**Dataset excerpts:**
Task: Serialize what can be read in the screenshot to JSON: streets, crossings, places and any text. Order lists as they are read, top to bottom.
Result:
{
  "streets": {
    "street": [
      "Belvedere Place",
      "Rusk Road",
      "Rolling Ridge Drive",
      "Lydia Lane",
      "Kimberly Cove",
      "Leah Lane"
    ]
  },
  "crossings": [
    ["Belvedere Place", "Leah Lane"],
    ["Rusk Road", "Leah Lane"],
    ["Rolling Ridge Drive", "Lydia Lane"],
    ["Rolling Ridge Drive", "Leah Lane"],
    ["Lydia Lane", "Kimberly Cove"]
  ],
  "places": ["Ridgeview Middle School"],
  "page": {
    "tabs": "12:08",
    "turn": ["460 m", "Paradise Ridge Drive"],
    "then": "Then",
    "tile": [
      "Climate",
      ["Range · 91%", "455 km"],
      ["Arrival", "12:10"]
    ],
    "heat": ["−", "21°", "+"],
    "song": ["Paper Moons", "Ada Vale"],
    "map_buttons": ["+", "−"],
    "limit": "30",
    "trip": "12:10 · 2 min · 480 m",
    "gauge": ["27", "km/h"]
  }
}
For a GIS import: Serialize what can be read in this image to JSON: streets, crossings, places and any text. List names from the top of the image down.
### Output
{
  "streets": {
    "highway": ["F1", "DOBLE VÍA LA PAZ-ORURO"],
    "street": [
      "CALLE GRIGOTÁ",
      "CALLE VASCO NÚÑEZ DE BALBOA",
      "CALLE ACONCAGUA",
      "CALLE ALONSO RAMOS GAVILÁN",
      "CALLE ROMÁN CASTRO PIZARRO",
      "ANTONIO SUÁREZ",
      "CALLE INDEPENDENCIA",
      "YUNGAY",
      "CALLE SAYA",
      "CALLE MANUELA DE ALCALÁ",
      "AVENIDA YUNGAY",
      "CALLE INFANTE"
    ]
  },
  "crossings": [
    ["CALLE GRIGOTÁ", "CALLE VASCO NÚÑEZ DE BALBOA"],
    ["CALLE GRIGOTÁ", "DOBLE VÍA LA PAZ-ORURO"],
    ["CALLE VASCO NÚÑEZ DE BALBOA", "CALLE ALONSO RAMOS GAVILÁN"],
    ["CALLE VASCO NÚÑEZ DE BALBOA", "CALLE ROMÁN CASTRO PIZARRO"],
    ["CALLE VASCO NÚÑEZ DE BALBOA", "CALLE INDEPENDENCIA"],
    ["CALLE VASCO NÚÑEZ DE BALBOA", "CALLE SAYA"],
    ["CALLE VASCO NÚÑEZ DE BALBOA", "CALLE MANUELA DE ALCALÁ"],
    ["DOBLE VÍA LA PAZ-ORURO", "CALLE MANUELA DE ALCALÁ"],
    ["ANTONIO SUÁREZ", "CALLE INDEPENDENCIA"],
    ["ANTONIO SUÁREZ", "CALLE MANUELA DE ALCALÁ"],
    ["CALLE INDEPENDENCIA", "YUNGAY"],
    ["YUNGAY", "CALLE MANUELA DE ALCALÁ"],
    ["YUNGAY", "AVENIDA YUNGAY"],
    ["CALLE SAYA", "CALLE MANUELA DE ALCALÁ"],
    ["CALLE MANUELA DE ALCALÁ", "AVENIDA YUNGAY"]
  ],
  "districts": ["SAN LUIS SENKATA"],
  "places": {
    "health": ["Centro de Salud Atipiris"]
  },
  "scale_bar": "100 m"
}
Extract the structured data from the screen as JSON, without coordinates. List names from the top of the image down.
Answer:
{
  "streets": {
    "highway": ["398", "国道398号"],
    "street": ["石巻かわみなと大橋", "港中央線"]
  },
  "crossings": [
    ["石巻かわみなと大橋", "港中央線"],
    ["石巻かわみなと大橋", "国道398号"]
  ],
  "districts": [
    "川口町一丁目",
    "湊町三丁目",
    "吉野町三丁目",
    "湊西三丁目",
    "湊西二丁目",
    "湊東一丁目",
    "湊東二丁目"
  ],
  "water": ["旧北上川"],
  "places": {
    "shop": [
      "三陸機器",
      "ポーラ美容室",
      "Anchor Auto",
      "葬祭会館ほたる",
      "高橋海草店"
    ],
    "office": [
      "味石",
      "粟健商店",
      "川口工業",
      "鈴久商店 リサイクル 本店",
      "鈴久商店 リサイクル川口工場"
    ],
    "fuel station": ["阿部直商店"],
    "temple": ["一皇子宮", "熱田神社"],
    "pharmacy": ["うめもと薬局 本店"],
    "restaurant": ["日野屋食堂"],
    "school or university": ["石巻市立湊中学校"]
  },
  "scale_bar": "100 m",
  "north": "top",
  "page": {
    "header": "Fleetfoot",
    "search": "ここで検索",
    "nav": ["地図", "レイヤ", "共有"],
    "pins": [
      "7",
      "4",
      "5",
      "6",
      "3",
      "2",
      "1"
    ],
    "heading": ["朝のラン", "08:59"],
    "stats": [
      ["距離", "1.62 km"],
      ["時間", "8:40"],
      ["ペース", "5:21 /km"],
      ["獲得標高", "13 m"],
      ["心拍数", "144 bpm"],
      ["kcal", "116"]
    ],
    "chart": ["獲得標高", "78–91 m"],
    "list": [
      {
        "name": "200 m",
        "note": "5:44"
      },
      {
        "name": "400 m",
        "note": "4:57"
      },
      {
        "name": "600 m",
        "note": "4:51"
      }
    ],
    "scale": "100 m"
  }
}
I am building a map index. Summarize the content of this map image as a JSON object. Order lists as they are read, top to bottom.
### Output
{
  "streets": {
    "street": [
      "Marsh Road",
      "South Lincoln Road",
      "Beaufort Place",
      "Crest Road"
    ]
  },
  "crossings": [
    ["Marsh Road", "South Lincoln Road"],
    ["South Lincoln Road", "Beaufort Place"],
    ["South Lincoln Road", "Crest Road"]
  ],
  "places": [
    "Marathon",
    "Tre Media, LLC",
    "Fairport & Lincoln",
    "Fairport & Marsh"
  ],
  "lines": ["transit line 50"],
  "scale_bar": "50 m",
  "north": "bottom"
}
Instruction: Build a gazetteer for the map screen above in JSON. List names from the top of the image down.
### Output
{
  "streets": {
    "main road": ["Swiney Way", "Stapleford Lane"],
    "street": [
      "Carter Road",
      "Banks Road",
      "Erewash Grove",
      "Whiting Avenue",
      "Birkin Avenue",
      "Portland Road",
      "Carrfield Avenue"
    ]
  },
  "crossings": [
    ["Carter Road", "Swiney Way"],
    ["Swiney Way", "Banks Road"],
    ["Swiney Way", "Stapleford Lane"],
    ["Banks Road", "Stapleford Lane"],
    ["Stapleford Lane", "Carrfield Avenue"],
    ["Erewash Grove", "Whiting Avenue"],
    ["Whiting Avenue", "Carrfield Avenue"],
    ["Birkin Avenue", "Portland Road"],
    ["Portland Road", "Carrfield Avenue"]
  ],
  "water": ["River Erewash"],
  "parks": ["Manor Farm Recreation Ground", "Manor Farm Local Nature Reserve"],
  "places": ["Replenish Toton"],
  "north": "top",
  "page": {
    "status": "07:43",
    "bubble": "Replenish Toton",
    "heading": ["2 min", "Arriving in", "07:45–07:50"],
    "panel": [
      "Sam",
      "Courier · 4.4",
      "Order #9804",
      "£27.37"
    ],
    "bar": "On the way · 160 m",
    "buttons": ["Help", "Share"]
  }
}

**Work to be completed:**
Every entry should be given again exactly as written.

**Solution:**
Task: Serialize what can be read in the screenshot to JSON: streets, crossings, places and any text. Order lists as they are read, top to bottom.
Result:
{
  "streets": {
    "street": [
      "Belvedere Place",
      "Rusk Road",
      "Rolling Ridge Drive",
      "Lydia Lane",
      "Kimberly Cove",
      "Leah Lane"
    ]
  },
  "crossings": [
    ["Belvedere Place", "Leah Lane"],
    ["Rusk Road", "Leah Lane"],
    ["Rolling Ridge Drive", "Lydia Lane"],
    ["Rolling Ridge Drive", "Leah Lane"],
    ["Lydia Lane", "Kimberly Cove"]
  ],
  "places": ["Ridgeview Middle School"],
  "page": {
    "tabs": "12:08",
    "turn": ["460 m", "Paradise Ridge Drive"],
    "then": "Then",
    "tile": [
      "Climate",
      ["Range · 91%", "455 km"],
      ["Arrival", "12:10"]
    ],
    "heat": ["−", "21°", "+"],
    "song": ["Paper Moons", "Ada Vale"],
    "map_buttons": ["+", "−"],
    "limit": "30",
    "trip": "12:10 · 2 min · 480 m",
    "gauge": ["27", "km/h"]
  }
}
For a GIS import: Serialize what can be read in this image to JSON: streets, crossings, places and any text. List names from the top of the image down.
### Output
{
  "streets": {
    "highway": ["F1", "DOBLE VÍA LA PAZ-ORURO"],
    "street": [
      "CALLE GRIGOTÁ",
      "CALLE VASCO NÚÑEZ DE BALBOA",
      "CALLE ACONCAGUA",
      "CALLE ALONSO RAMOS GAVILÁN",
      "CALLE ROMÁN CASTRO PIZARRO",
      "ANTONIO SUÁREZ",
      "CALLE INDEPENDENCIA",
      "YUNGAY",
      "CALLE SAYA",
      "CALLE MANUELA DE ALCALÁ",
      "AVENIDA YUNGAY",
      "CALLE INFANTE"
    ]
  },
  "crossings": [
    ["CALLE GRIGOTÁ", "CALLE VASCO NÚÑEZ DE BALBOA"],
    ["CALLE GRIGOTÁ", "DOBLE VÍA LA PAZ-ORURO"],
    ["CALLE VASCO NÚÑEZ DE BALBOA", "CALLE ALONSO RAMOS GAVILÁN"],
    ["CALLE VASCO NÚÑEZ DE BALBOA", "CALLE ROMÁN CASTRO PIZARRO"],
    ["CALLE VASCO NÚÑEZ DE BALBOA", "CALLE INDEPENDENCIA"],
    ["CALLE VASCO NÚÑEZ DE BALBOA", "CALLE SAYA"],
    ["CALLE VASCO NÚÑEZ DE BALBOA", "CALLE MANUELA DE ALCALÁ"],
    ["DOBLE VÍA LA PAZ-ORURO", "CALLE MANUELA DE ALCALÁ"],
    ["ANTONIO SUÁREZ", "CALLE INDEPENDENCIA"],
    ["ANTONIO SUÁREZ", "CALLE MANUELA DE ALCALÁ"],
    ["CALLE INDEPENDENCIA", "YUNGAY"],
    ["YUNGAY", "CALLE MANUELA DE ALCALÁ"],
    ["YUNGAY", "AVENIDA YUNGAY"],
    ["CALLE SAYA", "CALLE MANUELA DE ALCALÁ"],
    ["CALLE MANUELA DE ALCALÁ", "AVENIDA YUNGAY"]
  ],
  "districts": ["SAN LUIS SENKATA"],
  "places": {
    "health": ["Centro de Salud Atipiris"]
  },
  "scale_bar": "100 m"
}
Extract the structured data from the screen as JSON, without coordinates. List names from the top of the image down.
Answer:
{
  "streets": {
    "highway": ["398", "国道398号"],
    "street": ["石巻かわみなと大橋", "港中央線"]
  },
  "crossings": [
    ["石巻かわみなと大橋", "港中央線"],
    ["石巻かわみなと大橋", "国道398号"]
  ],
  "districts": [
    "川口町一丁目",
    "湊町三丁目",
    "吉野町三丁目",
    "湊西三丁目",
    "湊西二丁目",
    "湊東一丁目",
    "湊東二丁目"
  ],
  "water": ["旧北上川"],
  "places": {
    "shop": [
      "三陸機器",
      "ポーラ美容室",
      "Anchor Auto",
      "葬祭会館ほたる",
      "高橋海草店"
    ],
    "office": [
      "味石",
      "粟健商店",
      "川口工業",
      "鈴久商店 リサイクル 本店",
      "鈴久商店 リサイクル川口工場"
    ],
    "fuel station": ["阿部直商店"],
    "temple": ["一皇子宮", "熱田神社"],
    "pharmacy": ["うめもと薬局 本店"],
    "restaurant": ["日野屋食堂"],
    "school or university": ["石巻市立湊中学校"]
  },
  "scale_bar": "100 m",
  "north": "top",
  "page": {
    "header": "Fleetfoot",
    "search": "ここで検索",
    "nav": ["地図", "レイヤ", "共有"],
    "pins": [
      "7",
      "4",
      "5",
      "6",
      "3",
      "2",
      "1"
    ],
    "heading": ["朝のラン", "08:59"],
    "stats": [
      ["距離", "1.62 km"],
      ["時間", "8:40"],
      ["ペース", "5:21 /km"],
      ["獲得標高", "13 m"],
      ["心拍数", "144 bpm"],
      ["kcal", "116"]
    ],
    "chart": ["獲得標高", "78–91 m"],
    "list": [
      {
        "name": "200 m",
        "note": "5:44"
      },
      {
        "name": "400 m",
        "note": "4:57"
      },
      {
        "name": "600 m",
        "note": "4:51"
      }
    ],
    "scale": "100 m"
  }
}
I am building a map index. Summarize the content of this map image as a JSON object. Order lists as they are read, top to bottom.
### Output
{
  "streets": {
    "street": [
      "Marsh Road",
      "South Lincoln Road",
      "Beaufort Place",
      "Crest Road"
    ]
  },
  "crossings": [
    ["Marsh Road", "South Lincoln Road"],
    ["South Lincoln Road", "Beaufort Place"],
    ["South Lincoln Road", "Crest Road"]
  ],
  "places": [
    "Marathon",
    "Tre Media, LLC",
    "Fairport & Lincoln",
    "Fairport & Marsh"
  ],
  "lines": ["transit line 50"],
  "scale_bar": "50 m",
  "north": "bottom"
}
Instruction: Build a gazetteer for the map screen above in JSON. List names from the top of the image down.
### Output
{
  "streets": {
    "main road": ["Swiney Way", "Stapleford Lane"],
    "street": [
      "Carter Road",
      "Banks Road",
      "Erewash Grove",
      "Whiting Avenue",
      "Birkin Avenue",
      "Portland Road",
      "Carrfield Avenue"
    ]
  },
  "crossings": [
    ["Carter Road", "Swiney Way"],
    ["Swiney Way", "Banks Road"],
    ["Swiney Way", "Stapleford Lane"],
    ["Banks Road", "Stapleford Lane"],
    ["Stapleford Lane", "Carrfield Avenue"],
    ["Erewash Grove", "Whiting Avenue"],
    ["Whiting Avenue", "Carrfield Avenue"],
    ["Birkin Avenue", "Portland Road"],
    ["Portland Road", "Carrfield Avenue"]
  ],
  "water": ["River Erewash"],
  "parks": ["Manor Farm Recreation Ground", "Manor Farm Local Nature Reserve"],
  "places": ["Replenish Toton"],
  "north": "top",
  "page": {
    "status": "07:43",
    "bubble": "Replenish Toton",
    "heading": ["2 min", "Arriving in", "07:45–07:50"],
    "panel": [
      "Sam",
      "Courier · 4.4",
      "Order #9804",
      "£27.37"
    ],
    "bar": "On the way · 160 m",
    "buttons": ["Help", "Share"]
  }
}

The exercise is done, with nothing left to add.